Montiaceae: Miner’s Lettuce Family

Brewer’s Red Maids – Calandrinia breweri

Blooms:

Feb–May

Plant Height:

5–20 cm

Flower Size:

Medium

Origin:

Native

Rare or endangered?

Yes – 4.2

Habitat:

Grassland, mainly burns and disturbed places

Notes:

This rare calandrinia is similar to Red Maids (Calandrinia menziesii, see below).  However, its stems may be ascending as well as prostrate, giving the plant a slightly bushier appearance.  It can be distinguished by the number of its stamens (5–7), and by its fruits, that may be twice as long as the sepals, and protrude prominently from the calyx.

Red Maids – Calandrinia menziesii

Blooms:

Feb–May

Plant Height:

5–20 cm

Flower Size:

Medium

Origin:

Native

Habitat:

Grassland

Notes:

This is a small plant, whose flowers are an intense deep rose to red color.  The flowers don’t open until late morning, but their vivid color makes them easy to spot.   The leaves are linear to oblanceolate, often ciliate along the margins.  This species can be distinguished from the rare Brewer’s Red Maids (Calandrinia breweri, see above), by the number of its stamens (7–14), and by its fruits, that are more or less enclosed by the calyx (clearly visible in the second photo).  Photo #3 by CJH.

Red Maids

Common Pussypaws – Calyptridium monandrum

Blooms:

June–July

Plant Height:

Prostrate

Flower Size:

Small clusters

Origin:

Native

Habitat:

Sandy & open places, burns

Notes:

This is a prostrate plant with a rosette of fleshy, spatulate 1–6 cm leaves.  It has reddish stems, and clusters of tiny white or reddish flowers surrounded by three triangular sepals.  The fruits are linear, 2–4 times as long as the sepals, visible in the second photo.

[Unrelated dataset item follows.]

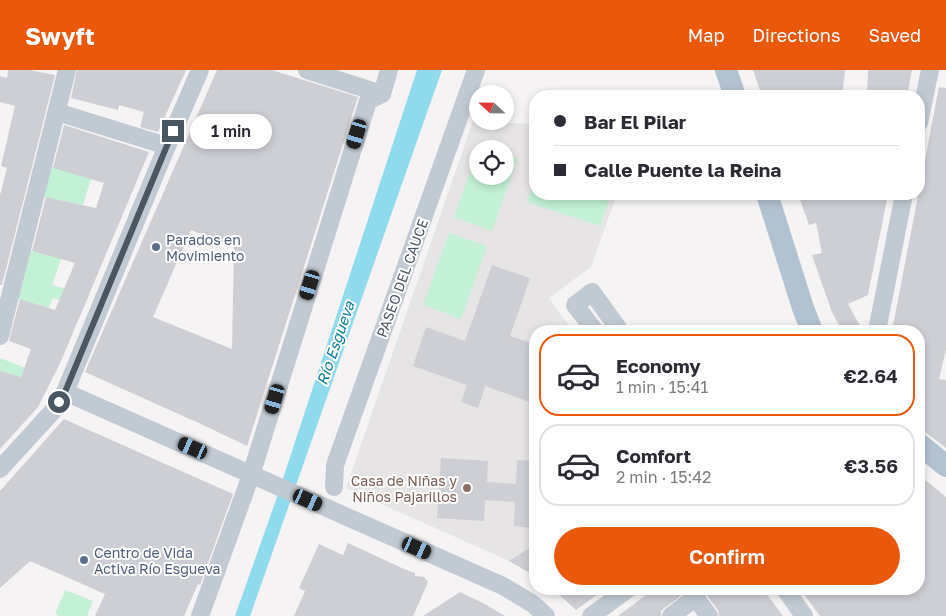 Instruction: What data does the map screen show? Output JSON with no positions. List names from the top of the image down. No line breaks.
{"streets":{"street":["PASEO DEL CAUCE"]},"water":["Río Esgueva"],"places":["Parados en Movimiento","Casa de Niñas y Niños Pajarillos","Centro de Vida Activa Río Esgueva"],"north":"left","page":{"header":"Swyft","nav":["Map","Directions","Saved"],"banner":["Bar El Pilar","Calle Puente la Reina"],"bubble":"1 min","list":[{"name":"Economy","note":"1 min · 15:41","value":"€2.64"},{"name":"Comfort","note":"2 min · 15:42","value":"€3.56"}],"buttons":"Confirm"}}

Narrow-leaved Miner’s Lettuce – Claytonia parviflora subsp. parviflora

Blooms:

Mar–June

Plant Height:

5–15 cm

Flower Size:

Small

Origin:

Native

Habitat:

Vernally moist, often disturbed places

Notes:

This is less common than Miner’s Lettuce (Claytonia perfoliata, see below).  It has similar flowers, but much smaller leaves (< 5 cm, about half the size of Miner’s Lettuce).  The leaves and stems may be green or reddish.  The basal leaves are distinctive, long (1–18 cm), and linear to oblanceolate.  Cauline leaves are shorter (less than 6 cm).  They may be elliptic, diamond-shaped, or fused into a round or squarish disk subtending the flowers.  Photos #1-2 by CJH.

Miner's Lettuce, Narrow-leaved
Miner's Lettuce, Narrow-leaved

Miner’s Lettuce – Claytonia perfoliata subsp. perfoliata

Blooms:

Jan–May

Plant Height:

< 40 cm

Flower Size:

Small clusters

Origin:

Native

Habitat:

Vernally moist, shady places

Notes:

Extremely common, sometimes weedy and most easily recognized by its large leaves, which completely surround the stem.  The first leaves to appear in spring are almost linear, gradually developing into the roundish leaves of the mature plant.  The small flowers are white or pinkish, with a few appearing first on a short peduncle just above the leaf.  The peduncle gradually lengthens, and more flowers appear, as many as 40 in a small or elongated cluster.  Photo #4 by CJH.

Miner's Lettuce

Redstem Springbeauty – Claytonia rubra subsp. rubra [& subsp. depressa]

Blooms:

Feb–April

Plant Height:

< 15 cm

Flower Size:

Small

Origin:

Native

Habitat:

Open, often disturbed areas & scrub

Notes:

This can be confused with Narrow-leaved Miner’s Lettuce (Claytonia parviflora, see above), with leaves and stems that may be green but are generally reddish.  It is distinguished by the shape of its basal leaves, which have blades less than 3 times as long as wide, tapering abruptly into the petiole.  The two subspecies are distinguished by the shape of their basal leaves.  Subsp. rubra has basal leaves which are elliptic to obovate, with a wedge-shaped base, while subsp. depressa (right hand photo) has basal leaves which are diamond-shaped to deltate, and more or less truncate at their base.  The fused cauline leaves have a noticeably angular appearance.  Photo #3 by CJH.

Springbeauty, Redstem

Bitterroot / Lewisia – Lewisia rediviva var. rediviva

Blooms:

Mar–June

Plant Height:

Prostrate

Flower Size:

Large

Origin:

Native

Habitat:

Rocky or sandy ground in scrub or open conifer woodland

Notes:

The plant is more or less prostrate with a rosette of linear, fleshy leaves.  Flowers are pink to white, 18–35 mm across, varying from narrowly bowl-shaped to wide open and flat.  Uncommon, found only in the Indians, Fort Hunter Liggett and Pinnacles.